To maximize his control over the survivors, he left groups of soldiers on nearby islands to look for water and told them to leave their guns. When the soldiers found a water reservoirs on hospitable island (West Wallabi Island) they signalled to the rest with smoke. However, when no reply came, they became instantly suspicious.

Jeronimus and his men had killed over 120 people, with another 40 escaping to West Wallabi Island.

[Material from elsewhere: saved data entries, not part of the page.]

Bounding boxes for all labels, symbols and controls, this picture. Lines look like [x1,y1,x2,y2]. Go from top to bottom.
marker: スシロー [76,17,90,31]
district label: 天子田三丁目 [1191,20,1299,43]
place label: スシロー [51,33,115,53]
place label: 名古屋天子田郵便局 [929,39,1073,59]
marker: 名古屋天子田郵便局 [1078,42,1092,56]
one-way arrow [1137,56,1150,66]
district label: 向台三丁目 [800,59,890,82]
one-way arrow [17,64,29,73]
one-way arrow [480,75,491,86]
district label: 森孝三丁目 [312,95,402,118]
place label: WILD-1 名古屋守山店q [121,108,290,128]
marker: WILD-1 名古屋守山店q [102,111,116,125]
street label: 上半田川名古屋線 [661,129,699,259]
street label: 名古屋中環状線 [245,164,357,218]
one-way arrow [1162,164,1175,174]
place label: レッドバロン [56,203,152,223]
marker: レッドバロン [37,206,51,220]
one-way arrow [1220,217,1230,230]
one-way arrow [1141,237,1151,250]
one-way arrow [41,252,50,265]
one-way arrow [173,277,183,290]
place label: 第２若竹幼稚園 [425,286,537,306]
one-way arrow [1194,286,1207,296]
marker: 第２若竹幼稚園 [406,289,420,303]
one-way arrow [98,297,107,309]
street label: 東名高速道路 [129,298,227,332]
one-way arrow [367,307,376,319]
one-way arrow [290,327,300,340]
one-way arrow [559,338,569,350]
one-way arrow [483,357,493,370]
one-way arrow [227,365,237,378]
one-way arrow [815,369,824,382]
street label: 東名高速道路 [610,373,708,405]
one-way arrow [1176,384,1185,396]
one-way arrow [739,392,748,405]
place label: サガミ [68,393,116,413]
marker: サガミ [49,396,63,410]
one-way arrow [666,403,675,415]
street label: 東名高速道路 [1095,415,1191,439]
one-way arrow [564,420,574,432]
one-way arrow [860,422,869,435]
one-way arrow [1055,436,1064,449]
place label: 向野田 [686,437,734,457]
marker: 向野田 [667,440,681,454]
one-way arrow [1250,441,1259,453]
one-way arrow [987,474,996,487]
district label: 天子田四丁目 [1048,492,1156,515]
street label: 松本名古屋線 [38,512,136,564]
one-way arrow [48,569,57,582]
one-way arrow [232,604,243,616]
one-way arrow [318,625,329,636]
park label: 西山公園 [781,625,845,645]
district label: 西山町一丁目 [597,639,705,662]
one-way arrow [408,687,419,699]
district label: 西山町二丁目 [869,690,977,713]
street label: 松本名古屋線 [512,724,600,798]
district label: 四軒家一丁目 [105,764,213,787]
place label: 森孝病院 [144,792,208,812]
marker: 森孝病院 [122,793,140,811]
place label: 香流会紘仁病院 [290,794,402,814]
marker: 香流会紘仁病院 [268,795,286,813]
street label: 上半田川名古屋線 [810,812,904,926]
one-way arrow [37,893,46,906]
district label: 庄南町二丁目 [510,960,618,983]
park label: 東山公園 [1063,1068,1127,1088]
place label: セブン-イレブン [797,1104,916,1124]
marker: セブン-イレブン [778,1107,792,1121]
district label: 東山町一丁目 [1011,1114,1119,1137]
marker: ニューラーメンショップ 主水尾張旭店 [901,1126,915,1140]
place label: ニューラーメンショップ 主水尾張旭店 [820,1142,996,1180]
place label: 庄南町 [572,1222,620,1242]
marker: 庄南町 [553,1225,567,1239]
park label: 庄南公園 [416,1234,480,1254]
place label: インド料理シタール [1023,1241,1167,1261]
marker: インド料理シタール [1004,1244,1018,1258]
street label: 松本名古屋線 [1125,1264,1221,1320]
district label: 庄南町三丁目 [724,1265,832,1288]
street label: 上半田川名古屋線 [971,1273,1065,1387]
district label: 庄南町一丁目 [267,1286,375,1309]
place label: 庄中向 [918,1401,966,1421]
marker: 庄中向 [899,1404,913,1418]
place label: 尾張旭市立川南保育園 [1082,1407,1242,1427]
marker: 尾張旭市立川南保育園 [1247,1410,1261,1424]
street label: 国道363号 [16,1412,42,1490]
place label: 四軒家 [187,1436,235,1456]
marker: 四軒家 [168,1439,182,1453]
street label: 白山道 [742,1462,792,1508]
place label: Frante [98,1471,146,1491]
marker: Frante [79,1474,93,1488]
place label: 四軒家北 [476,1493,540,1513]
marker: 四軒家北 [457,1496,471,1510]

By the time help came, the soldiers had repelled attacks with improvised weapons, whereas the mutineers had far superior weapons. The commander and the rescue team came, and executed most of the mutineers. Two of the mutineers were set adrift with little food and water. They came ashore on the West Australian Coastline

==Themes==
Strange Objects in part examines the place of Aboriginal people, in both historical and in contemporary contexts. The contemporary context is a poor one. The Aboriginal people live in a reserve which is tattered and ruined. They largely shun contact with white society, who refer to them by the derogatory term "Abos". We also see them in 1629. Here they are masters of the land, and more adapted to survival here than the Dutch sailors. We are also shown glimpses of the 19th century, where the Aboriginal people are largely regarded uncivilised or savage. What unfolds throughout the novel is the complexity of the Aboriginal past including its history told in rock art and passed down in oral stories.

==Awards and nominations==
- 1991: Winner of the Australian Children's Book Council Book of the Year for Older Readers
- 1991: Winner of the 1991 Victorian Premier's Literary Award

It was also shortlisted for the Edgar Allan Poe Mystery Fiction Award (Crime writers of America).